Still, obstacles remain. Congress has not passed even one of the 12 spending bills due by Oct. 1. While the new agreement is expected to accelerate consideration of spending measures, the shortage of time means the House and the Senate will probably have to again enact temporary stopgap measures to give lawmakers a chance to assemble the bills and bring them to the floor.

At the same time, some conservative activists are pressing House Republicans to insist on lower overall spending totals, noting that the debt limit legislation established ceilings but does not require that all the money be spent.

In an internal survey released last week, the conservative House Republican Study Committee asked its members to weigh in with their views on the new spending levels and how conservatives can use the coming spending deadline as leverage to continue to push for cuts.

But Mr. Rogers and House Republican leaders like Representative Eric Cantor of Virginia, the majority leader, are advocating that Republicans abide by the new agreement and not try to force lower spending.

“While all of us would like to have seen a lower discretionary appropriations ceiling for the upcoming fiscal year, the debt limit agreement did set a level of spending that is a real cut from the current year level,” Mr. Cantor said in a recent memorandum to his colleagues. “I believe it is in our interest to enact into law full-year appropriations bills at this new lower level.”

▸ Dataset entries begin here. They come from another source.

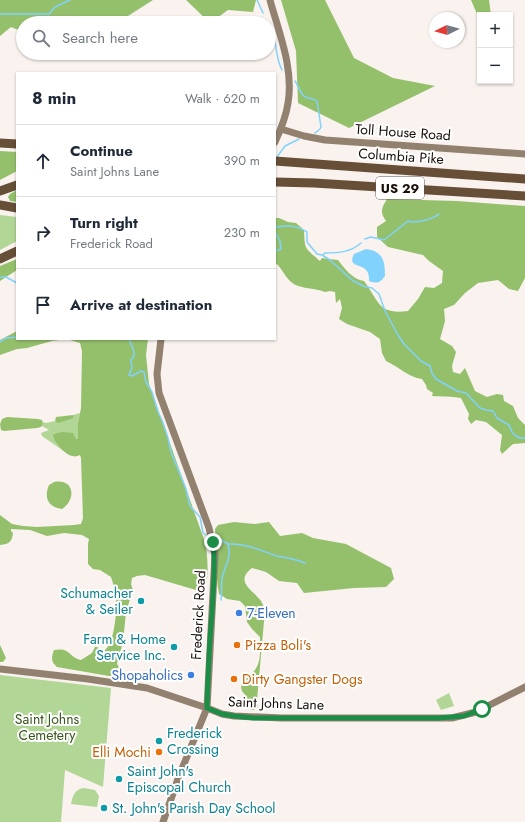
<!DOCTYPE html>
<meta charset="utf-8">
<style>
body{margin:0;font-family:Jost,sans-serif;background:#f2f2f3;color:#1f2937}
.controls{position:absolute;right:12px;top:12px;display:grid;overflow:hidden;border-radius:0px;box-shadow:0 1px 3px #0004}
.controls button{width:36px;height:36px;display:grid;place-items:center;padding:0;border:0;border-bottom:1px solid #e0e1e3;background:#fff;color:#1f2937;font:20px sans-serif}
.compass{position:absolute;left:429px;top:12px;width:36px;height:36px;border-radius:50%;background:#fff;box-shadow:0 1px 3px #0004;rotate:265deg}
.stop{position:absolute;width:12px;height:12px;margin:-9px;border:3px solid #1b8d46;border-radius:50%;background:#fff}
.stop.end{background:#1b8d46;border-color:#fff;box-shadow:0 1px 4px #0008}
.list{margin:0;padding:0;list-style:none}
h2{display:flex;justify-content:space-between;align-items:center;height:52px;margin:0;padding:0 16px;font-size:17px}
h2 small{font-size:13px;font-weight:400;color:#747a83}
.list li{display:grid;grid-template-columns:26px 1fr auto;gap:12px;align-items:center;box-sizing:border-box;height:72px;padding:0 16px;border-top:1px solid #e0e1e3}
.list b{display:block;font-size:15px;white-space:nowrap}
.list p{margin:0;font-size:13px;white-space:nowrap;color:#747a83}
.list em{font-size:13px;font-style:normal;color:#747a83}
.icon{flex:none;width:22px;height:22px;fill:none;stroke:currentColor;stroke-width:2;stroke-linecap:round;stroke-linejoin:round}
.map{position:relative;flex:none;width:525px;height:822px;overflow:hidden}
.search{position:absolute;background:#fff;box-shadow:0 1px 3px #0004;left:16px;top:16px;width:260px;height:44px;display:flex;align-items:center;gap:10px;box-sizing:border-box;padding:0 14px;border-radius:22px;color:#747a83;font-size:15px}
.panel{position:absolute;background:#fff;box-shadow:0 1px 3px #0004;left:16px;top:72px;width:260px;height:268px;border-radius:0px}
.map>svg:first-child{display:block}
.green{fill:#b2d695}
.forest{fill:#94c06c}
.water{fill:#81d2fc}
.lines{fill:none;stroke-linecap:round;stroke-linejoin:round}
.stream{stroke:#81d2fc;stroke-width:1.5}
.secondary{stroke:#92816f;stroke-width:7}
.highway{stroke:#674f37;stroke-width:9}
.route{stroke:#1b8d46;stroke-width:5}
.culture-dot{fill:#0f9aa8;stroke:#fff;stroke-width:1.5}
.shop-dot{fill:#3f7fe0;stroke:#fff;stroke-width:1.5}
.food-dot{fill:#e8710a;stroke:#fff;stroke-width:1.5}
.labels{text-anchor:middle;stroke-width:4;stroke-linejoin:round;paint-order:stroke}
.shield{fill:#fff;stroke:#5d5551;stroke-width:1}
.shield-label{font-size:13px;font-weight:bold;fill:#170c06}
.street-label{font-size:14px;fill:#170c06;stroke:#fff}
.culture-label{font-size:14px;fill:#0d838f;stroke:#fff;text-anchor:start}
.shop-label{font-size:14px;fill:#366cbe;stroke:#fff;text-anchor:start}
.food-label{font-size:14px;fill:#c56008;stroke:#fff;text-anchor:start}
.park-label{font-size:14px;fill:#38551a;stroke:#fff}
</style>
<div class="map">
<svg width="525" height="822" viewBox="0 0 525 822">
<rect width="100%" height="100%" fill="#f9f2ee"/>
<path class="green" d="M0 215 17 217V241L0 250Z
M80 413 78 423V440L57 444 68 454 42 436 41 433 49 430 42 426 43 422 46 423 55 421 56 422C62 422 70 420 74 418L73 415Z
M0 675 111 688 103 787 65 770 61 822H0Z
M449 693 454 706 441 710 436 700Z
M84 788 95 790 99 796 97 807 71 804C73 795 75 789 84 788Z"/>
<path class="forest" d="M0 0H153L117 23H23V32L11 27 0 36Z
M186 0H256L253 12 228 10 210 23Z
M281 0H325L354 58 393 78 435 86 349 128 298 103 296 51Z
M471 0H489L491 15H480V21Z
M0 151 17 152V171L0 180Z
M17 190V202L10 201 8 197 10 194Z
M387 199 457 201 525 206V278L518 291 509 289 498 280 478 283 465 293 454 305 444 309 445 321 440 339 452 346 456 352 452 366 453 372 460 374 465 368 475 391 487 397 497 394 503 395 504 401 513 406 518 418 525 425V443L513 444 502 454 500 450 502 435 486 422 476 420 471 424 468 419 469 414 461 398C451 396 442 397 432 396L433 393 427 389 426 385 422 379C408 377 399 367 386 361L382 353 380 339 370 332 347 324 339 319 342 308 340 299 336 303 335 292 330 291 325 292C314 287 298 290 289 280 284 275 282 269 277 264L275 265V218H279L288 222 296 223 304 230C305 250 304 247 320 261L322 258 338 260C345 269 352 279 364 281 379 301 378 315 408 311L418 299 425 287 434 288 442 283 443 271 429 261 423 255 388 247 377 237V227L386 221C380 212 381 209 387 199Z
M17 259V270L0 281V266Z
M17 331V339H148L146 355 149 384 206 545C207 558 210 577 204 589L196 590 145 575 137 576 132 578 131 584 133 590 126 612 123 642 117 664 119 667V672L115 675 109 676 57 667C51 662 51 658 54 650 71 647 68 657 81 660L92 653 95 647H97L104 651C115 643 117 610 116 596 115 590 113 583 111 577L100 570 93 569 88 564V544L89 539 82 535 64 533 47 536 30 530 11 529V531L13 533C12 542 9 544 0 545V515L12 524 23 526 37 527 74 525 81 524 83 518 81 458 80 455C78 456 75 457 73 456 65 455 55 443 53 436L54 434 62 432 73 433 76 439H78V423L81 408 82 351 80 343 67 339 52 341 27 348 17 349 0 355V340Z
M73 415 74 418 72 419 58 423 55 421 56 417Z
M7 417 38 419 42 420 43 424 41 427 37 428 4 431 1 430 0 424 2 419Z
M54 482C74 478 77 499 62 509 47 507 44 497 49 485Z
M234 522 255 524 269 522 280 536 302 533 313 538 346 544 391 568 394 579 386 587 354 588 304 593 297 583 279 581 266 572 252 568C234 582 253 590 261 601 263 604 264 608 265 610L257 700 258 708 253 710 247 708 246 696 242 691 241 687 244 675 252 673C262 665 260 649 260 637L252 629 247 622 245 606 240 601 227 599 219 594C215 573 217 551 215 529L218 525Z
M0 645 6 658 3 662H0Z"/>
<path class="water" d="M366 249C383 251 385 261 385 276 380 283 377 284 369 281 369 278 369 274 367 271 362 263 347 268 354 254Z"/>
<g class="lines">
<path class="stream" d="M257 0 263 13
M0 14H49L55 7 70 0
M269 23C278 38 274 56 282 70
M295 81C298 85 300 93 304 96 308 99 313 98 317 101L321 127 320 129 315 133
M277 157 285 146 299 139
M275 222V232L280 241 281 249 275 251
M276 227C288 225 296 225 307 232V242L317 254 322 255 330 260 352 280 363 286 372 288 379 294 385 311 398 335 404 344 421 361 430 366 432 373 436 379 457 391 466 393 480 408 486 410 493 411 497 418 509 425 512 432 516 436 520 438H525
M365 239 371 237 384 240 408 221C415 224 433 219 439 214
M323 255 325 253C339 253 351 252 361 243
M0 277H6L17 283
M129 339C131 346 138 354 131 360L132 368 129 375 132 376 141 371 144 372 146 382 152 392 158 412 162 420 168 438 171 452 186 489 190 506 200 517 203 533 206 535
M0 342 6 338 17 337
M216 537 228 544C232 558 225 565 222 578 221 585 222 593 221 600
M228 544C246 543 261 551 277 556 287 558 296 559 305 563"/>
<path class="secondary" d="M270 0C279 33 294 69 288 103 286 117 281 129 275 142
M281 129 304 136 325 140 525 154
M161 339 157 374 159 393 209 528 215 555 207 708 179 776 163 822
M0 669 88 679 147 688 207 708 222 714 234 716 282 718H452L476 712 525 687"/>
<path class="highway" d="M0 143 17 144
M275 161 525 179
M275 182 314 183 525 196
M0 191 17 185
M0 205 17 208
M0 259 17 251"/>
</g>
<g class="lines">
<path class="route" d="M213 542C216 566 213 589 212 613 209 645 208 676 207 708L222 714 234 716 254 718H438L464 716 482 709"/>
</g>
<g class="culture-dot">
<circle cx="141" cy="601" r="4"/>
<circle cx="174" cy="647" r="4"/>
<circle cx="159" cy="741" r="4"/>
<circle cx="119" cy="779" r="4"/>
<circle cx="104" cy="808" r="4"/>
</g>
<g class="shop-dot">
<circle cx="239" cy="613" r="4"/>
<circle cx="191" cy="675" r="4"/>
</g>
<g class="food-dot">
<circle cx="237" cy="645" r="4"/>
<circle cx="234" cy="679" r="4"/>
<circle cx="159" cy="752" r="4"/>
</g>
<g class="labels">
<rect class="shield" x="376" y="177" width="48" height="22" rx="3"/>
<g class="shield-label">
<text x="400" y="193">US 29</text>
</g>
<g class="street-label">
<text transform="translate(403 132) rotate(4)" y="5">Toll House Road</text>
<text transform="translate(401 156) rotate(4)" y="5">Columbia Pike</text>
<text transform="translate(198 615) rotate(-87)" y="5">Frederick Road</text>
<text transform="translate(276 703) rotate(2)" y="5">Saint Johns Lane</text>
</g>
<g class="culture-label">
<text x="133" y="598" text-anchor="end">Schumacher<tspan x="133" dy="16">&amp; Seiler</tspan></text>
<text x="166" y="644" text-anchor="end">Farm &amp; Home<tspan x="166" dy="16">Service Inc.</tspan></text>
<text x="167" y="738">Frederick<tspan x="167" dy="16">Crossing</tspan></text>
<text x="127" y="776">Saint John's<tspan x="127" dy="16">Episcopal Church</tspan></text>
<text x="112" y="813">St. John's Parish Day School</text>
</g>
<g class="shop-label">
<text x="247" y="618">7-Eleven</text>
<text x="183" y="680" text-anchor="end">Shopaholics</text>
</g>
<g class="food-label">
<text x="245" y="650">Pizza Boli's</text>
<text x="242" y="684">Dirty Gangster Dogs</text>
<text x="151" y="757" text-anchor="end">Elli Mochi</text>
</g>
<g class="park-label">
<text x="47" y="724">Saint Johns<tspan x="47" dy="16">Cemetery</tspan></text>
</g>
</g>
</svg>
<div class="controls">
<button>+</button>
<button>−</button>
</div>
<svg class="compass" viewBox="-18 -18 36 36"><path d="M0-13l5 13h-10z" fill="#e53935"/><path d="M0 13l5-13h-10z" fill="#747a83"/></svg>
<div class="stop" style="left:482px;top:709px"></div>
<div class="stop end" style="left:213px;top:542px"></div>
<div class="search"><svg class="icon" aria-label="search" viewBox="0 0 24 24"><circle cx="10" cy="10" r="6"/><path d="M15 15l6 6"/></svg>Search here</div>
<section class="panel">
<h2>8 min<small>Walk · 620 m</small></h2>
<ul class="list">
<li><svg class="icon" aria-label="ahead" viewBox="0 0 24 24"><path d="M12 20V5M6 11l6-6 6 6"/></svg><div><b>Continue</b><p>Saint Johns Lane</p></div><em>390 m</em></li>
<li><svg class="icon" aria-label="right" viewBox="0 0 24 24"><path d="M7 20v-9h11M14 6l5 5-5 5"/></svg><div><b>Turn right</b><p>Frederick Road</p></div><em>230 m</em></li>
<li><svg class="icon" aria-label="arrive" viewBox="0 0 24 24"><path d="M6 21V4h12l-3 4 3 4H6"/></svg><div><b>Arrive at destination</b></div></li>
</ul>
</section>
</div>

The Republican leadership would also like to focus most of its firepower on the new deficit reduction committee created under the debt limit deal and its efforts to find $1.2 trillion or more in savings over the next decade — a process with the potential for a bigger budgetary impact than another protracted tussle over just a few billion dollars in annual spending. The spending fights are taking a definite toll on the public’s view of Congress, according to recent polls.

Mr. Van Hollen and other Democrats noted that a push for cuts below the newly established levels would make Republicans look as though they were reneging, since the leadership negotiated the spending agreement and it was backed by most House Republicans as part of the legislation to break the debt limit impasse.

Even with the agreement on the so-called top-line dollar figure, Democrats and some Republicans say the spending restraints will force difficult choices since real spending would be reduced for agencies that have already absorbed a first round of cuts in the spending deal struck last April.

Aides have already begun trying to identify programs that can be trimmed back, and they predict that the House and Senate will face tough negotiations over spending on individual programs.

Efforts to add contentious policy provisions to the spending measures are also expected to set off partisan disputes. House Republicans have shown a determination to try to use the spending measures to block implementation of the new health care law, limit regulatory efforts by the Environmental Protection Agency and other agencies, and impose other restrictions on the Obama administration. While those fights could be messy, top lawmakers and aides do no expect them to prompt a government shutdown.